Now, in an effort to rehabilitate and open up the rest of the site, the Halo Trust, a British-American mine clearance charity, has begun a mine-clearing operation with the cooperation of the Israeli National Mine Action Authority, working under Israel’s Ministry of Defense, and the Palestinian Mine Action Center under the auspices of the Palestinian Authority.
The charity has raised more than $1 million so far for the mission, which will probably take at least a year.
Despite the political awkwardness of working in occupied territory, the Palestinians and Israelis share an interest in promoting Christian tourism. Both Israel and the West Bank boast major Christian sites like Nazareth and Bethlehem, and the pilgrim trade is lucrative.

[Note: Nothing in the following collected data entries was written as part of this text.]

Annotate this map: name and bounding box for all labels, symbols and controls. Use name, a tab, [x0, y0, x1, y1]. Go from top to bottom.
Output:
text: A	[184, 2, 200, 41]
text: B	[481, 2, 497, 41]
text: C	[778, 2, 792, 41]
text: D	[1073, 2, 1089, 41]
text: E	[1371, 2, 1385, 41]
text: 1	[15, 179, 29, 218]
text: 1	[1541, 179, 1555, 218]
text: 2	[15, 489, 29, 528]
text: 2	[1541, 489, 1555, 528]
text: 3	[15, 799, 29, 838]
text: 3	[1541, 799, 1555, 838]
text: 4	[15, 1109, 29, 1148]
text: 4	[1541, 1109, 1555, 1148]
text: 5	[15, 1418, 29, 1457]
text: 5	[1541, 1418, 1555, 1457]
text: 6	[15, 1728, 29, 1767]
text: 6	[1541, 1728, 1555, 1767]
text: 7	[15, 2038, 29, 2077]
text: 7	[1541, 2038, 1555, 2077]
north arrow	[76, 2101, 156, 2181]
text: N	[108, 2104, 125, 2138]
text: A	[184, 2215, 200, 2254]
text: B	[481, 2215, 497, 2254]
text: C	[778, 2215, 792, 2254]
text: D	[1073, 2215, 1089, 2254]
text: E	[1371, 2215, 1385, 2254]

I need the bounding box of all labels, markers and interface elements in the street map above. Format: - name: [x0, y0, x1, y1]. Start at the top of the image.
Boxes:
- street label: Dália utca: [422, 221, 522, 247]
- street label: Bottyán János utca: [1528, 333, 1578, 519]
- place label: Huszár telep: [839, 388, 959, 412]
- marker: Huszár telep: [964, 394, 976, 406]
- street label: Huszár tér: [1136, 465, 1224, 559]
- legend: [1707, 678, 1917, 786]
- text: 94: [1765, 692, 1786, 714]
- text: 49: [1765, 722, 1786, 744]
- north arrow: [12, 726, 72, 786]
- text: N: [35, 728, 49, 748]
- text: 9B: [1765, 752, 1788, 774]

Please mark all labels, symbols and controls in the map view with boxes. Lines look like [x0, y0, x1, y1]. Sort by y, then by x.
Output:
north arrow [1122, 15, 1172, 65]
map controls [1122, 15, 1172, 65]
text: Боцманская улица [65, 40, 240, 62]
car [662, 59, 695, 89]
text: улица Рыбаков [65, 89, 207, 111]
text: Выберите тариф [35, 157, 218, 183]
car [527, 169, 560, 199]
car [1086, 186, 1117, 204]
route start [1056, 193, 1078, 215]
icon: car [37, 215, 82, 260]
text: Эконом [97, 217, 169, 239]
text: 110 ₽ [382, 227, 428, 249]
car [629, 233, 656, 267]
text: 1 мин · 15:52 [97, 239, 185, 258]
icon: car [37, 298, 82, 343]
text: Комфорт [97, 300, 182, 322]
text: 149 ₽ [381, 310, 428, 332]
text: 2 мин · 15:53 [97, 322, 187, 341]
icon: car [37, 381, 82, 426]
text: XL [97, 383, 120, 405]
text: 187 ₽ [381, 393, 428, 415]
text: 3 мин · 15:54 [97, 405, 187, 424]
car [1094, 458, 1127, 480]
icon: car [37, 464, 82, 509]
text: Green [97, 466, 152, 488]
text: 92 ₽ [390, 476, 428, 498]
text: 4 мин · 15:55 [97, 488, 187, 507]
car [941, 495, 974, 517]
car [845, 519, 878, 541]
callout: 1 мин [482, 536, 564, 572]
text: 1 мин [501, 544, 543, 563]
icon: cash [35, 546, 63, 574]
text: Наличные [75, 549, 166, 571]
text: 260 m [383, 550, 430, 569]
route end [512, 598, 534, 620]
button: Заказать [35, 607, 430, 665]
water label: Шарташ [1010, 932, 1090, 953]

Experts estimate that there could be as many as 3,000 mines and other explosive devices littering the site, an area less than half a square mile, as well as other war detritus like unexploded rockets, mortars and artillery rounds.
“War is a way of achieving a political objective,” said James Cowan, the chief executive of the Halo Trust. “Land mines remain lethal for decades after that political purpose has passed.”
Mr. Cowan, who was a major general in the British Army, described the anti-personnel mines as being “about the size of a Camembert cheese” and the anti-tank mines as being around “the size of a 12-inch pizza.”
The idea is to restore the properties to the churches, allowing monks — and pilgrims — to return.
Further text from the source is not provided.